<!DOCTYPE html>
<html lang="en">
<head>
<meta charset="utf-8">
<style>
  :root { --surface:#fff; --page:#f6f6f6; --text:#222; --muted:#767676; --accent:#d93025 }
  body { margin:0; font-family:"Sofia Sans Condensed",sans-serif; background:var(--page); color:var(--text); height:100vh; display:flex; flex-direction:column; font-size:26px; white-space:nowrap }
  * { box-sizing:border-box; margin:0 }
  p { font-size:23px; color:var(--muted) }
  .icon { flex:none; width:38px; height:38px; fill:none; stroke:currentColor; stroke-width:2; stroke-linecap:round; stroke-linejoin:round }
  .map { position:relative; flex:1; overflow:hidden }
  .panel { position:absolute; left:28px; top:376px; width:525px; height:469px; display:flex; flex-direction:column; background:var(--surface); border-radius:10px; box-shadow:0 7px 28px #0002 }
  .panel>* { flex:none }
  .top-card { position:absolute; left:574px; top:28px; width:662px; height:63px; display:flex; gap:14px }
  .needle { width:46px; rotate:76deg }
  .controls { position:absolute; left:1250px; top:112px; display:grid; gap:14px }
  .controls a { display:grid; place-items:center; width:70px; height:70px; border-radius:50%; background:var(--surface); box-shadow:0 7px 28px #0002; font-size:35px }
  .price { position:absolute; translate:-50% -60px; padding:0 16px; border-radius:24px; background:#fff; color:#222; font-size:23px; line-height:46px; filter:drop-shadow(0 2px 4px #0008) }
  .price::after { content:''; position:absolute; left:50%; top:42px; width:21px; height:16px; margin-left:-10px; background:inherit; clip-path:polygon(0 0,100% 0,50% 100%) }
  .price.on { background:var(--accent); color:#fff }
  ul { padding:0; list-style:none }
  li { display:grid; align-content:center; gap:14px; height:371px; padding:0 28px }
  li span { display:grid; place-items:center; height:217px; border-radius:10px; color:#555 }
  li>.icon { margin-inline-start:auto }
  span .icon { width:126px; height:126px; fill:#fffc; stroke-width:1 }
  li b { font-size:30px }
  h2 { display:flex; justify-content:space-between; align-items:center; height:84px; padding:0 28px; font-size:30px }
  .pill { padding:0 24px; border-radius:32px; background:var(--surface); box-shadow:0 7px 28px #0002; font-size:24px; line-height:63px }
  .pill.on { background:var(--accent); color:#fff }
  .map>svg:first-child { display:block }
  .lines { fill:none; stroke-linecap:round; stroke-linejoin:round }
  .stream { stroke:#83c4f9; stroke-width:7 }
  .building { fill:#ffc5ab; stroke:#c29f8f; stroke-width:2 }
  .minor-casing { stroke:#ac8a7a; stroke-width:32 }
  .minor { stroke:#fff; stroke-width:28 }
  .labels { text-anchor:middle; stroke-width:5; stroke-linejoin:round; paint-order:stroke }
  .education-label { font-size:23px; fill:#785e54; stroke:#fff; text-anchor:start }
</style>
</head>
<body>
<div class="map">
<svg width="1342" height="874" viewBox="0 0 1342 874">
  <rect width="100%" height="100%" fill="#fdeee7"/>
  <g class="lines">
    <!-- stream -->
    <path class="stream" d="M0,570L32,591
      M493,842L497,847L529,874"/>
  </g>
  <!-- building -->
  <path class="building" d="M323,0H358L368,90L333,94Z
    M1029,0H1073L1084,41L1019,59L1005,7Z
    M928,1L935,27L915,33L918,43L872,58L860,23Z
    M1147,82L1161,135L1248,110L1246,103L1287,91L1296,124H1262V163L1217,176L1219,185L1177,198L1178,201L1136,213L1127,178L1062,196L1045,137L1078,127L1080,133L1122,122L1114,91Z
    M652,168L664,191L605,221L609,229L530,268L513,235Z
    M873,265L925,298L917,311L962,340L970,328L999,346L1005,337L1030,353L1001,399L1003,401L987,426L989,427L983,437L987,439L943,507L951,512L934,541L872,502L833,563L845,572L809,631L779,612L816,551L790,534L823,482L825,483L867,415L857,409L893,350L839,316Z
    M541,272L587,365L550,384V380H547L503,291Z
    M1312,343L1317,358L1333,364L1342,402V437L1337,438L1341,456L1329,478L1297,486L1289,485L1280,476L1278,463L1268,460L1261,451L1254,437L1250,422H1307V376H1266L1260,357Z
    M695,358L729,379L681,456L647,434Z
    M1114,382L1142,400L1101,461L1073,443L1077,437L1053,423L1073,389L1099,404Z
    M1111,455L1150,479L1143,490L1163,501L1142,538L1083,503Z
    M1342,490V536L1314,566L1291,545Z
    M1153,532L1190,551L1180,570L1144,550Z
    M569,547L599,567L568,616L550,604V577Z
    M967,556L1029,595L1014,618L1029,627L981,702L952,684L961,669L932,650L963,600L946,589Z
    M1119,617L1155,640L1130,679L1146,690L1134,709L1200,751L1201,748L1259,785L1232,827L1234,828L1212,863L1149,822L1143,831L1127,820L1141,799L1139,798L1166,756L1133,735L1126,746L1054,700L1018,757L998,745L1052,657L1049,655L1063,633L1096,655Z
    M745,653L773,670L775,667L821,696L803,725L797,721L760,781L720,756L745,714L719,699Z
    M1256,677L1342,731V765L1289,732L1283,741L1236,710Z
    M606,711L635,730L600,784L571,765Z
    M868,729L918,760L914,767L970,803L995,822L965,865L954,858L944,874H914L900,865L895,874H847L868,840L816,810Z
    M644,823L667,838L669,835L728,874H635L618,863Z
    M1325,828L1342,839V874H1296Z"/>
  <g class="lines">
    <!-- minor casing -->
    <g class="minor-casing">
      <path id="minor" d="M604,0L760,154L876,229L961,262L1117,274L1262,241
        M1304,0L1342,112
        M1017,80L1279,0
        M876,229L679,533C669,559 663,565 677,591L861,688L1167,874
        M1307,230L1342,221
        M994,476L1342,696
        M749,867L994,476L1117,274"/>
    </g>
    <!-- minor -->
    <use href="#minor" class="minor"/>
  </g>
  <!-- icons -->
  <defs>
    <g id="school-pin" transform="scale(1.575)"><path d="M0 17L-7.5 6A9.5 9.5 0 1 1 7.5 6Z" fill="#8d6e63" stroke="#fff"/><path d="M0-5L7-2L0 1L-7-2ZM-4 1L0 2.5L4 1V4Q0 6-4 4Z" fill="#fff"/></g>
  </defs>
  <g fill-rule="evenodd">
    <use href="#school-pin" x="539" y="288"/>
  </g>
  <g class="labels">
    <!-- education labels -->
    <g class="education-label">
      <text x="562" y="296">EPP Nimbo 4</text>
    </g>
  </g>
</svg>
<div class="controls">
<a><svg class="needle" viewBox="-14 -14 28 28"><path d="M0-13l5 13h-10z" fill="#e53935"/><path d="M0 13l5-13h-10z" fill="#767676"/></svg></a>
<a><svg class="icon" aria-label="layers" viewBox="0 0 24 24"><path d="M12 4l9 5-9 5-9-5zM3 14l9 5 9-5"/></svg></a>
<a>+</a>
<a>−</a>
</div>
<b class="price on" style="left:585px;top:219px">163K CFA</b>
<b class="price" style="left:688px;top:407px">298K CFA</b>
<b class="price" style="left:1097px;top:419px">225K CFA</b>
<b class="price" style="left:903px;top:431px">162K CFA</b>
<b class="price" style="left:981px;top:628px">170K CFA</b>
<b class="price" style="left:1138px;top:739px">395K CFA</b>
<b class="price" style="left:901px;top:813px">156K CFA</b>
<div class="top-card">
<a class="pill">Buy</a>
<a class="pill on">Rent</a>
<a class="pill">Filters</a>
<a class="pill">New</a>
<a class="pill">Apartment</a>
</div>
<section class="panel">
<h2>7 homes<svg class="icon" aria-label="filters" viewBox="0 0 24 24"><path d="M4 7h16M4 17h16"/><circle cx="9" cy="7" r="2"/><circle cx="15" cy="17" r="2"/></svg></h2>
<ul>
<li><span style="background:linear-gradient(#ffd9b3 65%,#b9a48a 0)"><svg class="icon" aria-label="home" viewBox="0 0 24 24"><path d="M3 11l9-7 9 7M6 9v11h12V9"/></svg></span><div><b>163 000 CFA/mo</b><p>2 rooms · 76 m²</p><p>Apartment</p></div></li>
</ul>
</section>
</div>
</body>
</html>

#####

Return a copy of each line in the entries that carries the string "absolute".

  .panel { position:absolute; left:28px; top:376px; width:525px; height:469px; display:flex; flex-direction:column; background:var(--surface); border-radius:10px; box-shadow:0 7px 28px #0002 }
  .top-card { position:absolute; left:574px; top:28px; width:662px; height:63px; display:flex; gap:14px }
  .controls { position:absolute; left:1250px; top:112px; display:grid; gap:14px }
  .price { position:absolute; translate:-50% -60px; padding:0 16px; border-radius:24px; background:#fff; color:#222; font-size:23px; line-height:46px; filter:drop-shadow(0 2px 4px #0008) }
  .price::after { content:''; position:absolute; left:50%; top:42px; width:21px; height:16px; margin-left:-10px; background:inherit; clip-path:polygon(0 0,100% 0,50% 100%) }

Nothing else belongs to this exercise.